Introduction to the fine tuning in Large Language Models

Fine tuning in LLM

In this article, we're going to delve into the techniques used to adapt a generic pre-trained model for a specific task or application. Now, pre-trained language models can do really impressive stuff just immediately off the shelf, including things like text generation, summarization, and even providing levels of code. But LLMs are not one-size-fits-all as you can imagine and maybe I want to specialize it even further after the model has been trained. I'd like to make it really good at answering questions based on certain topics such as medicine or travel or code or something. This is what the idea of fine-tuning comes in.
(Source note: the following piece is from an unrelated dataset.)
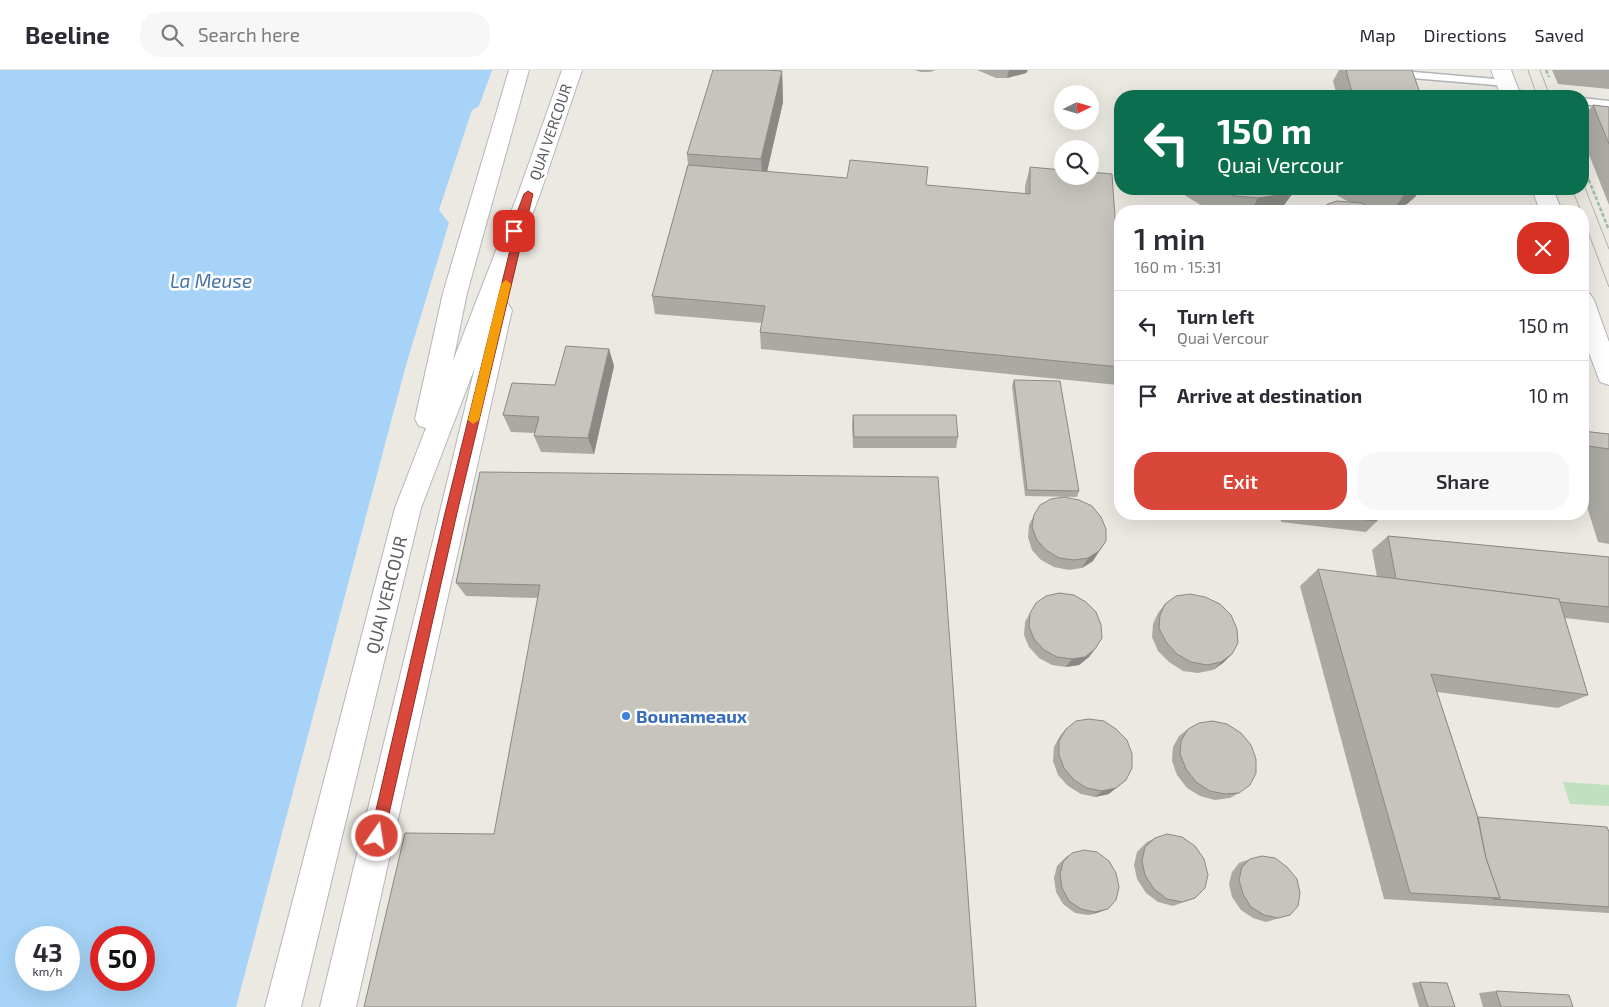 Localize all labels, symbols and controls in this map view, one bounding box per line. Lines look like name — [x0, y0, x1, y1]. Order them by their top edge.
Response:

Methods used in Fine tuning:

Fine-tuning a large language model refers to the process of taking a pre-trained language model or a model that's already been trained on a large dataset and further training it on a smaller task-specific dataset.
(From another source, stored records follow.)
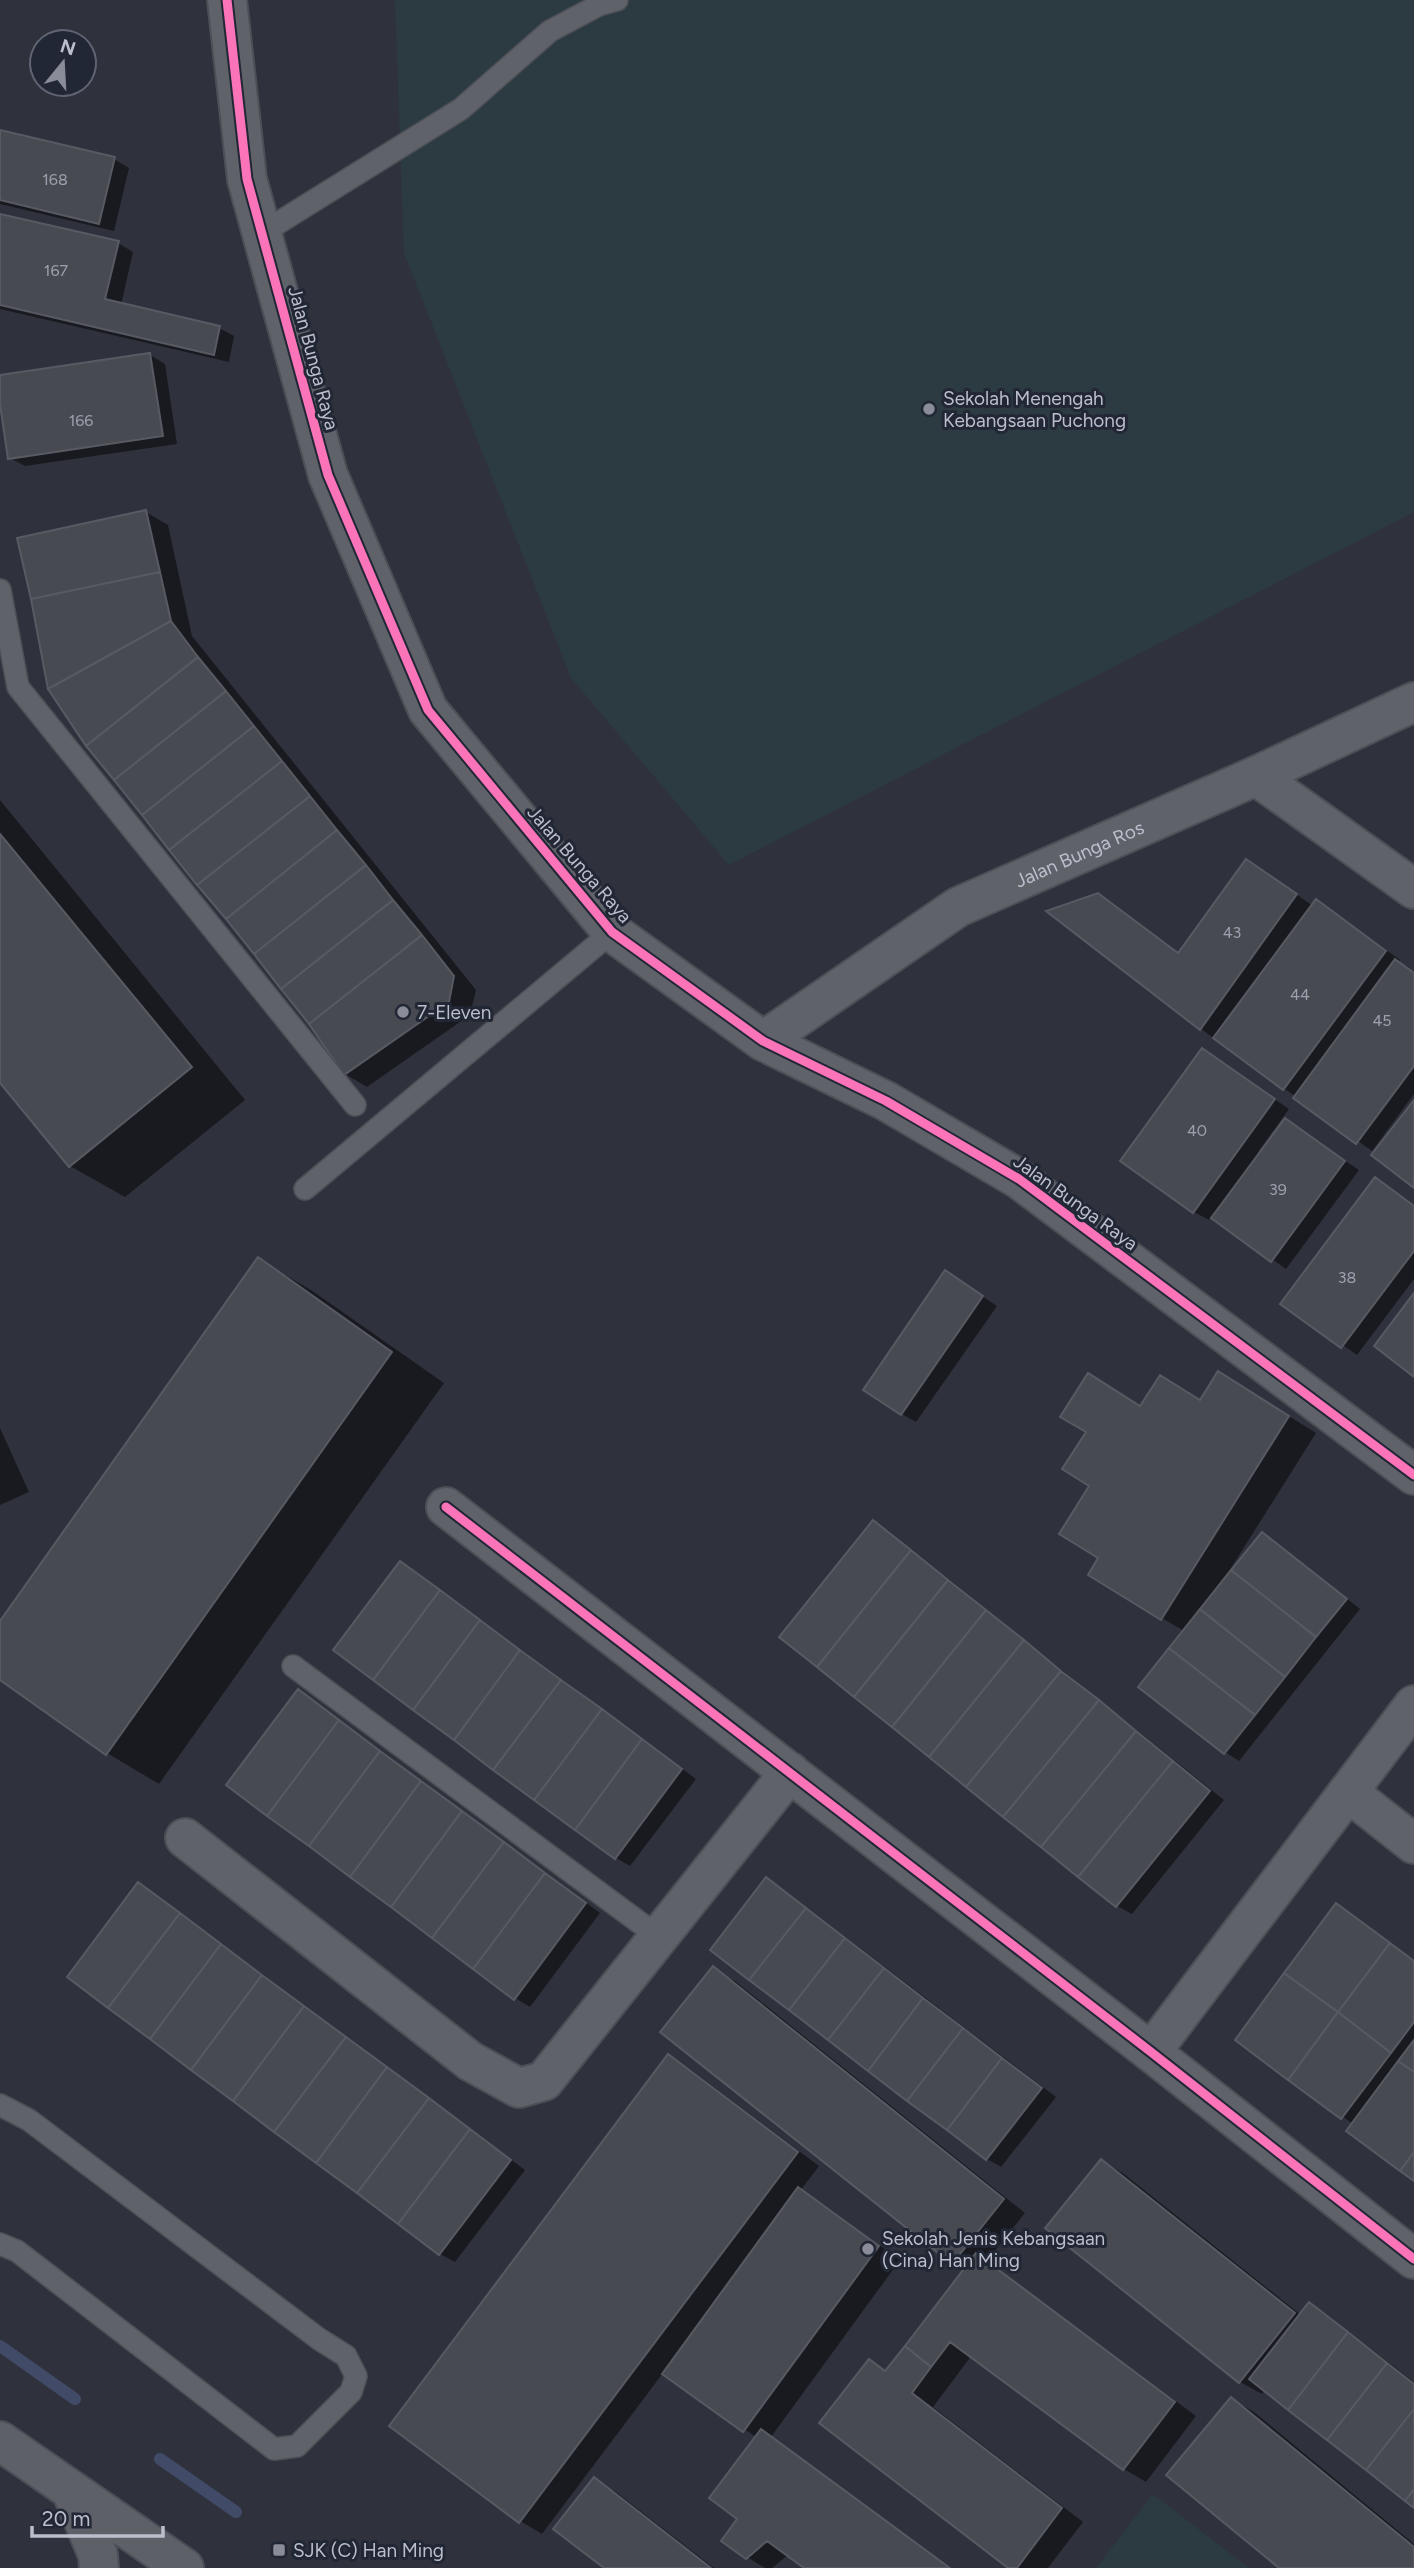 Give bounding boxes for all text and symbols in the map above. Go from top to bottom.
north arrow [28,28,98,98]
text: N [58,34,79,61]
house number: 168 [42,170,68,189]
house number: 167 [44,261,69,280]
street label: Jalan Bunga Raya [283,284,344,433]
place label: Sekolah Menengah Kebangsaan Puchong [943,387,1126,432]
marker: Sekolah Menengah Kebangsaan Puchong [921,401,937,417]
house number: 166 [69,411,93,430]
street label: Jalan Bunga Raya [522,801,637,928]
street label: Jalan Bunga Ros [1011,816,1148,893]
house number: 43 [1223,923,1241,942]
house number: 44 [1290,985,1310,1004]
place label: 7-Eleven [417,1001,491,1024]
marker: 7-Eleven [395,1004,411,1020]
house number: 45 [1372,1011,1392,1030]
house number: 40 [1187,1121,1207,1140]
street label: Jalan Bunga Raya [1009,1150,1142,1255]
house number: 39 [1269,1180,1287,1199]
house number: 38 [1338,1268,1356,1287]
place label: Sekolah Jenis Kebangsaan (Cina) Han Ming [882,2227,1105,2272]
marker: Sekolah Jenis Kebangsaan (Cina) Han Ming [860,2241,876,2257]
scale bar [32,2494,163,2538]
text: 20 m [42,2506,90,2531]
place label: SJK (C) Han Ming [293,2539,444,2562]
marker: SJK (C) Han Ming [271,2542,287,2558]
Now this process will allow the model to adapt and specialize its capability. And if we take this trained machine language models that do not perform well with out-of-distribution examples, maybe I would need to do this process of fine-tuning this model and I'm going to use new data to update the parameters and this data will be the specific task data that I'm interested in, such as medicine or travel or whatever topic I'm interested in training my large language model in. Now we have to make sure that we're using the right method for fine-tuning our tasks. Not all forms of fine-tuning are equal and you're going to see that there it's useful for different applications.

In some cases, you may want to repurpose a model for a different application. For example, let's say you have a pre-training large language model and it's really good at generating text. Now you want to use it for a different type of application such as sentiment analysis or topic classification. What we're going to have to do is we're going to have to repurpose the model by making a small change to its architecture.

And this is where we're going to consider whether the model even needs to be reprocessed or repurposed. OK, so if we're going to repurpose our model, what does that mean? Let's make sure that we're connecting our embedding layers to our classifiers.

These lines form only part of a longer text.